Segment Start: RAW DATA

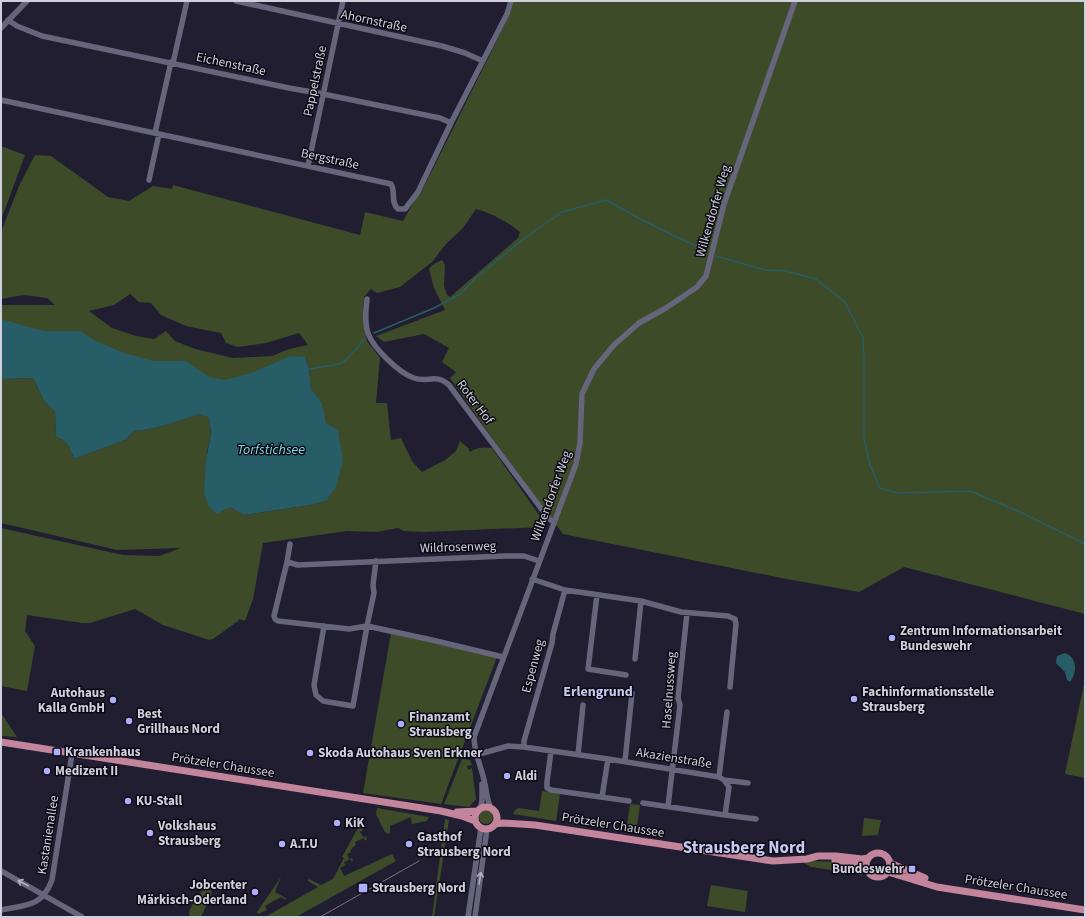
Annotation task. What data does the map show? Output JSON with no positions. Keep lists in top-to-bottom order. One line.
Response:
{"streets":{"main road":["Prötzeler Chaussee"],"street":["Ahornstraße","Eichenstraße","Pappelstraße","Bergstraße","Wilkendorfer Weg","Roter Hof","Wildrosenweg","Espenweg","Haselnussweg","Akazienstraße","Kastanienallee"]},"crossings":[["Ahornstraße","Pappelstraße"],["Ahornstraße","Bergstraße"],["Eichenstraße","Pappelstraße"],["Eichenstraße","Bergstraße"],["Pappelstraße","Bergstraße"],["Wilkendorfer Weg","Roter Hof"],["Wilkendorfer Weg","Wildrosenweg"],["Wilkendorfer Weg","Akazienstraße"],["Wilkendorfer Weg","Prötzeler Chaussee"],["Espenweg","Akazienstraße"],["Haselnussweg","Akazienstraße"],["Prötzeler Chaussee","Kastanienallee"]],"districts":["Erlengrund","Strausberg Nord"],"water":["Torfstichsee"],"places":{"other":["Zentrum Informationsarbeit Bundeswehr","Fachinformationsstelle Strausberg","Autohaus Kalla GmbH","Best Grillhaus Nord","Finanzamt Strausberg","Skoda Autohaus Sven Erkner","Medizent II","Aldi","KU-Stall","KiK","Volkshaus Strausberg","A.T.U","Gasthof Strausberg Nord","Jobcenter Märkisch-Oderland"],"transit":["Krankenhaus","Bundeswehr","Strausberg Nord"]}}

Segment End: RAW DATA

**PROBLEM DESCRIPTION:** Omit the pictures and repeat the rest of the listing verbatim.

**FINISHED EXERCISE:**
Annotation task. What data does the map show? Output JSON with no positions. Keep lists in top-to-bottom order. One line.
Response:
{"streets":{"main road":["Prötzeler Chaussee"],"street":["Ahornstraße","Eichenstraße","Pappelstraße","Bergstraße","Wilkendorfer Weg","Roter Hof","Wildrosenweg","Espenweg","Haselnussweg","Akazienstraße","Kastanienallee"]},"crossings":[["Ahornstraße","Pappelstraße"],["Ahornstraße","Bergstraße"],["Eichenstraße","Pappelstraße"],["Eichenstraße","Bergstraße"],["Pappelstraße","Bergstraße"],["Wilkendorfer Weg","Roter Hof"],["Wilkendorfer Weg","Wildrosenweg"],["Wilkendorfer Weg","Akazienstraße"],["Wilkendorfer Weg","Prötzeler Chaussee"],["Espenweg","Akazienstraße"],["Haselnussweg","Akazienstraße"],["Prötzeler Chaussee","Kastanienallee"]],"districts":["Erlengrund","Strausberg Nord"],"water":["Torfstichsee"],"places":{"other":["Zentrum Informationsarbeit Bundeswehr","Fachinformationsstelle Strausberg","Autohaus Kalla GmbH","Best Grillhaus Nord","Finanzamt Strausberg","Skoda Autohaus Sven Erkner","Medizent II","Aldi","KU-Stall","KiK","Volkshaus Strausberg","A.T.U","Gasthof Strausberg Nord","Jobcenter Märkisch-Oderland"],"transit":["Krankenhaus","Bundeswehr","Strausberg Nord"]}}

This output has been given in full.